Hall of Fame voters tend to have careful consideration for moral causes, and Hardaway has a moment of terrible morality on his record. He made homophobic remarks on local radio, which brought on a firestorm of criticism. The NBA would remove him from the All-Star Weekend’s activities, as they did their best to put some distance between the league and Hardaway. As a fan, I was disappointed in his statements, as I imagine many Heat fans were.
What you may not know, though, is how he’s made attempts at educating himself and becoming an advocate for gay rights, as well as wanted to be the first signer on the petition to legalize gay marriage in Florida. He reached out to Jason Collins, who announced before the 2013-14 season that he was gay, and showed his support. You can say he’s doing this for PR purposes, but I’ll believe that he’s sincerely making himself a better person.
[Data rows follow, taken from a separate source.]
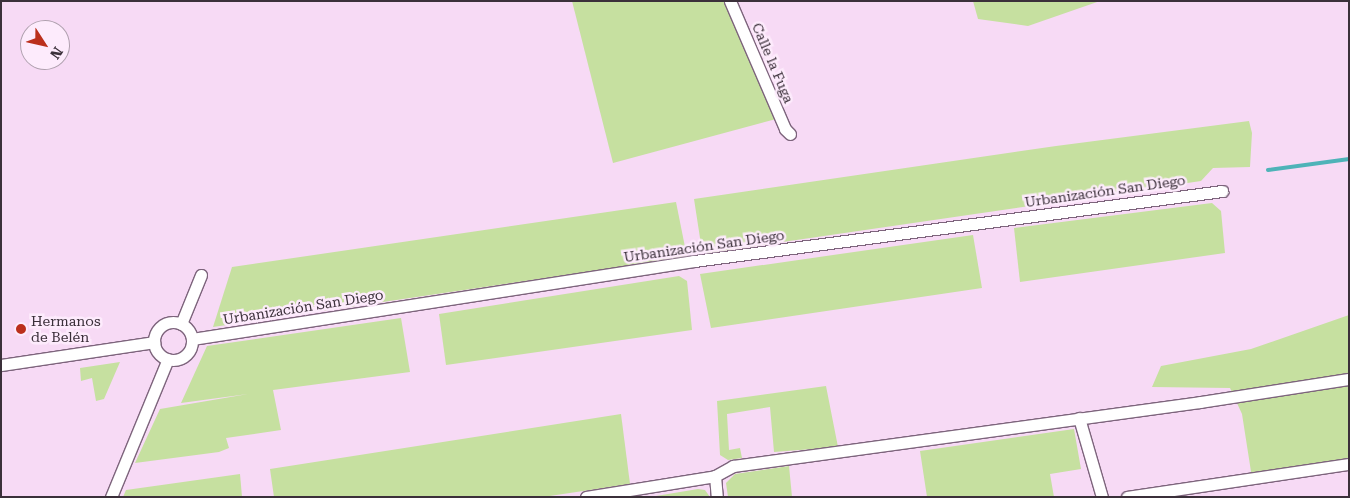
<!DOCTYPE html>
<meta charset="utf-8">
<style>
body{margin:0}
#map{position:relative;width:1350px;height:498px;overflow:hidden;background:#f7daf5;font-family:"Roboto Serif",serif}
div>[style]{position:absolute}
.green>*{inset:0;background:#c6e0a0}
.stream>*{height:4px;margin:-2px;padding:0 2px;transform-origin:2px;border-radius:2px;background:#4eb3b8}
.roads{filter:drop-shadow(1px 0 #7d647c) drop-shadow(-1px 0 #7d647c) drop-shadow(0 1px #7d647c) drop-shadow(0 -1px #7d647c)}
.street>*{height:11px;margin:-5.5px;padding:0 5.5px;transform-origin:5.5px;border-radius:5.5px;background:#fff}
.street>.ring{margin:-5.5px;padding:0;box-sizing:content-box;background:none;border:11px solid #fff;border-radius:50%}
.dots>*{width:14px;height:14px;translate:-50% -50%;box-sizing:border-box;border:2px solid #fdebfc;border-radius:50%}
span{translate:-50% -50%;white-space:nowrap;text-align:center;line-height:1.15;-webkit-text-stroke:5px #fdebfc;paint-order:stroke}
.street-label{font-size:14px;color:#3b303a}
.poi-label{font-size:14px;color:#3b303a}
.left{translate:0 -50%;text-align:left}
.frame{position:absolute;inset:0;border:2px solid #3b303a;pointer-events:none}
.north{position:absolute;left:20px;top:20px;width:50px;height:50px;box-sizing:border-box;background:#fdebfc;border:1px solid #afa0ae;border-radius:50%;rotate:125deg;font-size:14px;font-weight:700;line-height:20px;text-align:center;color:#3b303a}
.north::after{content:'';display:block;margin:auto;width:18px;height:22px;background:#bb2f1c;clip-path:polygon(50% 0,100% 100%,50% 72%,0 100%)}
</style>
<div id="map">
<div class="green">
<div style="clip-path:polygon(572px 1px,730px 1px,780px 118px,613px 163px)"></div>
<div style="clip-path:polygon(973px 1px,1100px 1px,1028px 26px,978px 19px)"></div>
<div style="clip-path:polygon(1249px 121px,1252px 133px,1250px 167px,1213px 168px,1201px 181px,707px 253px,702px 251px,694px 199px,1056px 146px)"></div>
<div style="clip-path:polygon(676px 202px,687px 257px,213px 327px,232px 267px)"></div>
<div style="clip-path:polygon(1212px 203px,1221px 211px,1225px 253px,1020px 282px,1014px 228px)"></div>
<div style="clip-path:polygon(973px 235px,982px 288px,711px 328px,700px 274px)"></div>
<div style="clip-path:polygon(679px 276px,687px 281px,692px 330px,446px 365px,439px 314px)"></div>
<div style="clip-path:polygon(1349px 315px,1349px 464px,1252px 478px,1242px 414px,1230px 388px,1152px 387px,1161px 366px,1251px 349px)"></div>
<div style="clip-path:polygon(401px 318px,410px 372px,273px 390px,281px 430px,226px 438px,229px 448px,219px 452px,135px 463px,160px 409px,248px 394px,181px 403px,207px 346px)"></div>
<div style="clip-path:polygon(120px 362px,104px 399px,96px 401px,92px 378px,81px 381px,80px 368px)"></div>
<div style="clip-path:polygon(826px 386px,838px 447px,774px 452px,770px 407px,727px 414px,729px 450px,740px 448px,742px 458px,728px 460px,720px 455px,717px 401px)"></div>
<div style="clip-path:polygon(621px 414px,630px 484px,543px 497px,274px 497px,270px 469px)"></div>
<div style="clip-path:polygon(1074px 429px,1081px 469px,1050px 474px,1054px 497px,927px 497px,920px 451px)"></div>
<div style="clip-path:polygon(789px 466px,792px 497px,728px 497px,726px 483px,735px 474px)"></div>
<div style="clip-path:polygon(240px 474px,242px 497px,123px 497px,126px 490px)"></div>
<div style="clip-path:polygon(698px 489px,705px 490px,710px 497px,650px 497px)"></div>
</div>
<div class="stream">
<div style="left:1268px;top:170px;width:82px;rotate:-7.7deg"></div>
</div>
<div class="roads">
<div class="street">
<div style="left:730px;top:1px;width:139px;rotate:66.7deg"></div>
<div style="left:785px;top:129px;width:7px;rotate:45deg"></div>
<div class="ring" style="left:154px;top:322px;width:27px;height:27px"></div>
<div style="left:181px;top:324px;width:53px;rotate:-67.8deg"></div>
<div style="left:192px;top:339px;width:508px;rotate:-8.83deg"></div>
<div style="left:694px;top:261px;width:533px;rotate:-7.55deg"></div>
<div style="left:1px;top:365px;width:155px;rotate:-8.5deg"></div>
<div style="left:1079px;top:418px;width:82px;rotate:73.8deg"></div>
<div style="left:715px;top:476px;width:21px;rotate:85deg"></div>
<div style="left:111px;top:497px;width:149px;rotate:-67.6deg"></div>
<div style="left:586px;top:497px;width:131px;rotate:-9.2deg"></div>
<div style="left:715px;top:476px;width:21px;rotate:-29deg"></div>
<div style="left:733px;top:466px;width:471px;rotate:-7.8deg"></div>
<div style="left:1200px;top:402px;width:151px;rotate:-8.8deg"></div>
<div style="left:1127px;top:497px;width:224px;rotate:-8.5deg"></div>
</div>
</div>
<div class="dots">
<div style="left:21px;top:329px;background:#bb2f1c"></div>
</div>
<div class="street-label">
<span style="left:773px;top:63px;rotate:67deg">Calle la Fuga</span>
<span style="left:1105px;top:191px;rotate:-8deg">Urbanización San Diego</span>
<span style="left:704px;top:246px;rotate:-8deg">Urbanización San Diego</span>
<span style="left:303px;top:307px;rotate:-9deg">Urbanización San Diego</span>
</div>
<div class="poi-label">
<span class="left" style="left:31px;top:329px">Hermanos<br>de Belén</span>
</div>
<div class="frame"></div>
<div class="north">N</div>
</div>
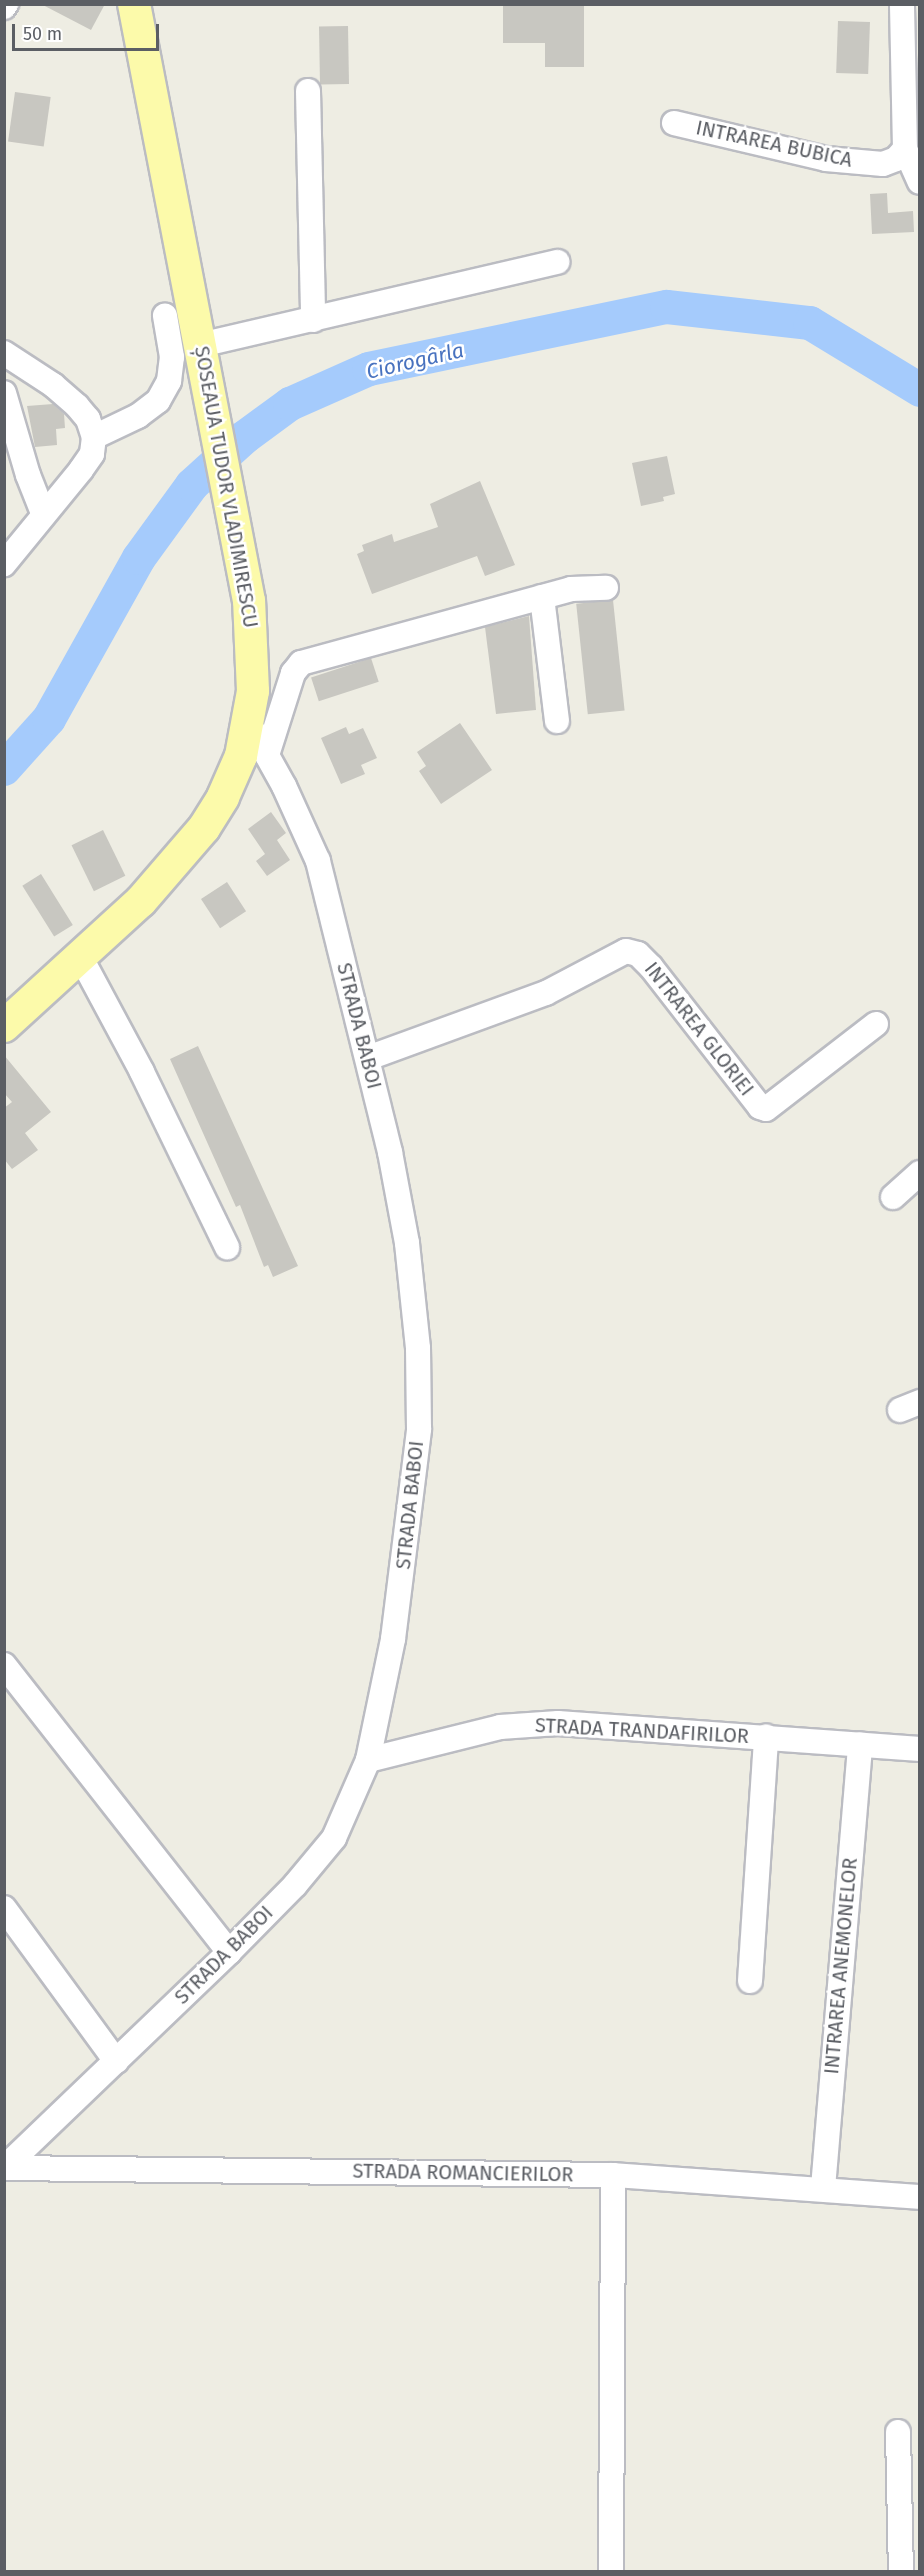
<!DOCTYPE html>
<html>
<head>
<meta charset="utf-8">
<style>
  body { margin:0 }
  #map { position:relative; width:924px; height:2576px; overflow:hidden; background:#eeede3; font-family:"Fira Sans",sans-serif }
  div>[style] { position:absolute }
  .river>* { height:34px; margin:-17px; padding:0 17px; transform-origin:17px; border-radius:17px; background:#a5cbfc }
  .building>* { inset:0; background:#c8c7c1; transform-origin:0 0 }
  .roads { filter:drop-shadow(2px 0 #bbbcc2) drop-shadow(-2px 0 #bbbcc2) drop-shadow(0 2px #bbbcc2) drop-shadow(0 -2px #bbbcc2) }
  .minor>* { height:24px; margin:-12px; padding:0 12px; transform-origin:12px; border-radius:12px; background:#fff }
  .major>* { height:32px; margin:-16px; padding:0 16px; transform-origin:16px; border-radius:16px; background:#fcfaaa }
  span { translate:-50% -50%; white-space:nowrap; text-align:center; line-height:1.15; -webkit-text-stroke:5px #fff; paint-order:stroke }
  .street-label { font-size:20px; color:#5b5e64 }
  .water-label { font-size:21px; color:#4872bf; font-style:italic }
  .frame { position:absolute; inset:0; border:6px solid #5b5e64; pointer-events:none }
  .scale { position:absolute; left:12px; top:24px; width:147px; height:27px; box-sizing:border-box; border:3px solid #5b5e64; border-top:0; padding-left:8px; font-size:18px; line-height:21px; white-space:nowrap; color:#5b5e64; -webkit-text-stroke:4px #fff; paint-order:stroke }
</style>
</head>
<body>
<div id="map">
  <div class="river">
    <div style="left:4px;top:769px;width:67px;rotate:-48deg"></div>
    <div style="left:49px;top:719px;width:184px;rotate:-60.8deg"></div>
    <div style="left:139px;top:558px;width:90px;rotate:-54deg"></div>
    <div style="left:192px;top:485px;width:72px;rotate:-42.2deg"></div>
    <div style="left:245px;top:437px;width:56px;rotate:-36.3deg"></div>
    <div style="left:290px;top:404px;width:86px;rotate:-23.9deg"></div>
    <div style="left:369px;top:369px;width:304px;rotate:-11.8deg"></div>
    <div style="left:667px;top:307px;width:144px;rotate:6.4deg"></div>
    <div style="left:810px;top:323px;width:129px;rotate:31.3deg"></div>
  </div>
  <div class="building">
    <div style="clip-path:polygon(41px 4px,105px 4px,91px 30px)"></div>
    <div style="clip-path:polygon(503px 4px,584px 4px,584px 67px,545px 67px,545px 43px,503px 43px)"></div>
    <div style="left:838px;top:21px;width:32px;height:52px;rotate:2deg"></div>
    <div style="left:348px;top:26px;width:58px;height:29px;rotate:89deg"></div>
    <div style="left:15px;top:92px;width:36px;height:50px;rotate:8deg"></div>
    <div style="clip-path:polygon(887px 193px,888px 213px,913px 211px,914px 232px,872px 234px,870px 194px)"></div>
    <div style="clip-path:polygon(53px 404px,64px 414px,65px 428px,56px 429px,57px 445px,35px 447px,27px 406px)"></div>
    <div style="clip-path:polygon(667px 456px,675px 494px,663px 497px,664px 501px,641px 506px,632px 463px)"></div>
    <div style="clip-path:polygon(480px 481px,515px 565px,485px 576px,477px 556px,372px 594px,357px 554px,364px 551px,362px 545px,392px 534px,394px 542px,438px 527px,430px 504px)"></div>
    <div style="left:613px;top:600px;width:111px;height:37px;rotate:84deg"></div>
    <div style="clip-path:polygon(529px 616px,536px 710px,496px 714px,485px 627px)"></div>
    <div style="left:371px;top:658px;width:25px;height:63px;rotate:72deg"></div>
    <div style="clip-path:polygon(460px 723px,492px 770px,441px 804px,419px 771px,426px 766px,417px 752px)"></div>
    <div style="clip-path:polygon(346px 727px,349px 734px,363px 728px,377px 758px,361px 765px,365px 774px,341px 784px,321px 738px)"></div>
    <div style="clip-path:polygon(271px 812px,286px 833px,277px 840px,290px 860px,267px 876px,256px 861px,265px 854px,248px 829px)"></div>
    <div style="left:103px;top:830px;width:51px;height:35px;rotate:64deg"></div>
    <div style="left:41px;top:874px;width:60px;height:22px;rotate:58deg"></div>
    <div style="left:227px;top:882px;width:35px;height:31px;rotate:57deg"></div>
    <div style="clip-path:polygon(198px 1046px,298px 1266px,273px 1277px,268px 1265px,264px 1267px,240px 1205px,236px 1207px,170px 1059px)"></div>
    <div style="clip-path:polygon(4px 1055px,51px 1112px,25px 1133px,38px 1150px,12px 1169px,4px 1159px,4px 1108px,12px 1102px,4px 1093px)"></div>
  </div>
  <div class="roads">
    <div class="minor">
      <div style="left:4px;top:7px;width:4px;rotate:-56deg"></div>
      <div style="left:308px;top:91px;width:229px;rotate:88.7deg"></div>
      <div style="left:674px;top:123px;width:156px;rotate:13.3deg"></div>
      <div style="left:826px;top:159px;width:57px;rotate:5deg"></div>
      <div style="left:883px;top:164px;width:14px;rotate:-21deg"></div>
      <div style="left:896px;top:159px;width:13px;rotate:-48deg"></div>
      <div style="left:905px;top:149px;width:145px;rotate:-91.2deg"></div>
      <div style="left:905px;top:149px;width:36px;rotate:66deg"></div>
      <div style="left:200px;top:345px;width:367px;rotate:-13.1deg"></div>
      <div style="left:4px;top:353px;width:59px;rotate:33.1deg"></div>
      <div style="left:53px;top:385px;width:32px;rotate:41deg"></div>
      <div style="left:77px;top:406px;width:17px;rotate:50deg"></div>
      <div style="left:88px;top:419px;width:19px;rotate:72deg"></div>
      <div style="left:94px;top:437px;width:17px;rotate:97deg"></div>
      <div style="left:92px;top:454px;width:19px;rotate:125deg"></div>
      <div style="left:81px;top:470px;width:122px;rotate:129.3deg"></div>
      <div style="left:4px;top:393px;width:85px;rotate:73.7deg"></div>
      <div style="left:28px;top:475px;width:41px;rotate:68.5deg"></div>
      <div style="left:94px;top:437px;width:49px;rotate:-25.5deg"></div>
      <div style="left:138px;top:416px;width:25px;rotate:-37deg"></div>
      <div style="left:158px;top:401px;width:23px;rotate:-61deg"></div>
      <div style="left:169px;top:381px;width:24px;rotate:-83deg"></div>
      <div style="left:172px;top:357px;width:42px;rotate:-99.7deg"></div>
      <div style="left:542px;top:597px;width:125px;rotate:83.1deg"></div>
      <div style="left:267px;top:755px;width:86px;rotate:-72.4deg"></div>
      <div style="left:293px;top:673px;width:13px;rotate:-51deg"></div>
      <div style="left:301px;top:663px;width:280px;rotate:-15.3deg"></div>
      <div style="left:571px;top:589px;width:35px;rotate:-2deg"></div>
      <div style="left:81px;top:958px;width:129px;rotate:61.8deg"></div>
      <div style="left:142px;top:1072px;width:195px;rotate:64.1deg"></div>
      <div style="left:368px;top:1058px;width:189px;rotate:-20.1deg"></div>
      <div style="left:546px;top:993px;width:90px;rotate:-27.7deg"></div>
      <div style="left:626px;top:951px;width:12px;rotate:14deg"></div>
      <div style="left:638px;top:954px;width:18px;rotate:45deg"></div>
      <div style="left:651px;top:967px;width:177px;rotate:52.1deg"></div>
      <div style="left:760px;top:1107px;width:6px;rotate:18deg"></div>
      <div style="left:766px;top:1109px;width:139px;rotate:-37.7deg"></div>
      <div style="left:893px;top:1197px;width:36px;rotate:-42deg"></div>
      <div style="left:900px;top:1410px;width:22px;rotate:-22deg"></div>
      <div style="left:4px;top:1665px;width:365px;rotate:51.9deg"></div>
      <div style="left:368px;top:1760px;width:136px;rotate:-14deg"></div>
      <div style="left:500px;top:1727px;width:58px;rotate:-3.9deg"></div>
      <div style="left:558px;top:1723px;width:363px;rotate:4.1deg"></div>
      <div style="left:4px;top:1908px;width:190px;rotate:53.8deg"></div>
      <div style="left:750px;top:1981px;width:245px;rotate:-86.2deg"></div>
      <div style="left:4px;top:2168px;width:312px;rotate:-43.8deg"></div>
      <div style="left:229px;top:1952px;width:94px;rotate:-45.4deg"></div>
      <div style="left:295px;top:1885px;width:61px;rotate:-50.3deg"></div>
      <div style="left:334px;top:1838px;width:85px;rotate:-66.4deg"></div>
      <div style="left:368px;top:1760px;width:124px;rotate:-78.3deg"></div>
      <div style="left:393px;top:1639px;width:212px;rotate:-82.9deg"></div>
      <div style="left:419px;top:1429px;width:81px;rotate:-90.7deg"></div>
      <div style="left:418px;top:1348px;width:106px;rotate:-96deg"></div>
      <div style="left:407px;top:1243px;width:93px;rotate:-100.6deg"></div>
      <div style="left:390px;top:1152px;width:300px;rotate:-103.9deg"></div>
      <div style="left:318px;top:861px;width:82px;rotate:-114.4deg"></div>
      <div style="left:284px;top:786px;width:72px;rotate:-119.1deg"></div>
      <div style="left:5px;top:2168px;width:608px;rotate:0.66deg"></div>
      <div style="left:613px;top:2175px;width:308px;rotate:4.1deg"></div>
      <div style="left:823px;top:2188px;width:445px;rotate:-85.2deg"></div>
      <div style="left:898px;top:2432px;width:140px;rotate:88.8deg"></div>
      <div style="left:611px;top:2572px;width:397px;rotate:-89.7deg"></div>
    </div>
    <div class="major">
      <div style="left:4px;top:1026px;width:185px;rotate:-42.4deg"></div>
      <div style="left:141px;top:901px;width:96px;rotate:-49.2deg"></div>
      <div style="left:204px;top:828px;width:36px;rotate:-58deg"></div>
      <div style="left:223px;top:797px;width:45px;rotate:-66.3deg"></div>
      <div style="left:241px;top:756px;width:66px;rotate:-79.5deg"></div>
      <div style="left:253px;top:691px;width:90px;rotate:-92.5deg"></div>
      <div style="left:249px;top:601px;width:608px;rotate:-100.9deg"></div>
    </div>
  </div>
  <div class="street-label">
    <span style="left:774px;top:144px;rotate:12deg">INTRAREA BUBICA</span>
    <span style="left:226px;top:487px;rotate:80deg">ȘOSEAUA TUDOR VLADIMIRESCU</span>
    <span style="left:359px;top:1026px;rotate:76deg">STRADA BABOI</span>
    <span style="left:699px;top:1029px;rotate:52deg">INTRAREA GLORIEI</span>
    <span style="left:410px;top:1505px;rotate:-84deg">STRADA BABOI</span>
    <span style="left:642px;top:1731px;rotate:3deg">STRADA TRANDAFIRILOR</span>
    <span style="left:224px;top:1955px;rotate:-45deg">STRADA BABOI</span>
    <span style="left:841px;top:1966px;rotate:-85deg">INTRAREA ANEMONELOR</span>
    <span style="left:463px;top:2173px;rotate:1deg">STRADA ROMANCIERILOR</span>
  </div>
  <div class="water-label">
    <span style="left:415px;top:361px;rotate:-13deg">Ciorogârla</span>
  </div>
  <div class="frame"></div>
  <div class="scale">50 m</div>
</div>
</body>
</html>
He’s still a big part of the Heat family, as he’s a member of their front office, and has his number hanging in the rafters of the American Airline Arena.
No, he’s not perfect, and he probably wouldn’t say that he was. Hardaway has made mistakes and now is working to redeem himself. He’s been counted out – on and off the court – and has risen to the occasion. That’s the Tim Hardaway I’m going to remember.
Oh, and those threes in Game 7. Can’t forget those.
On Friday, the moment will belong to Alonzo Mourning, and deservedly so.
I just hope Tim Hardaway gets his moment soon.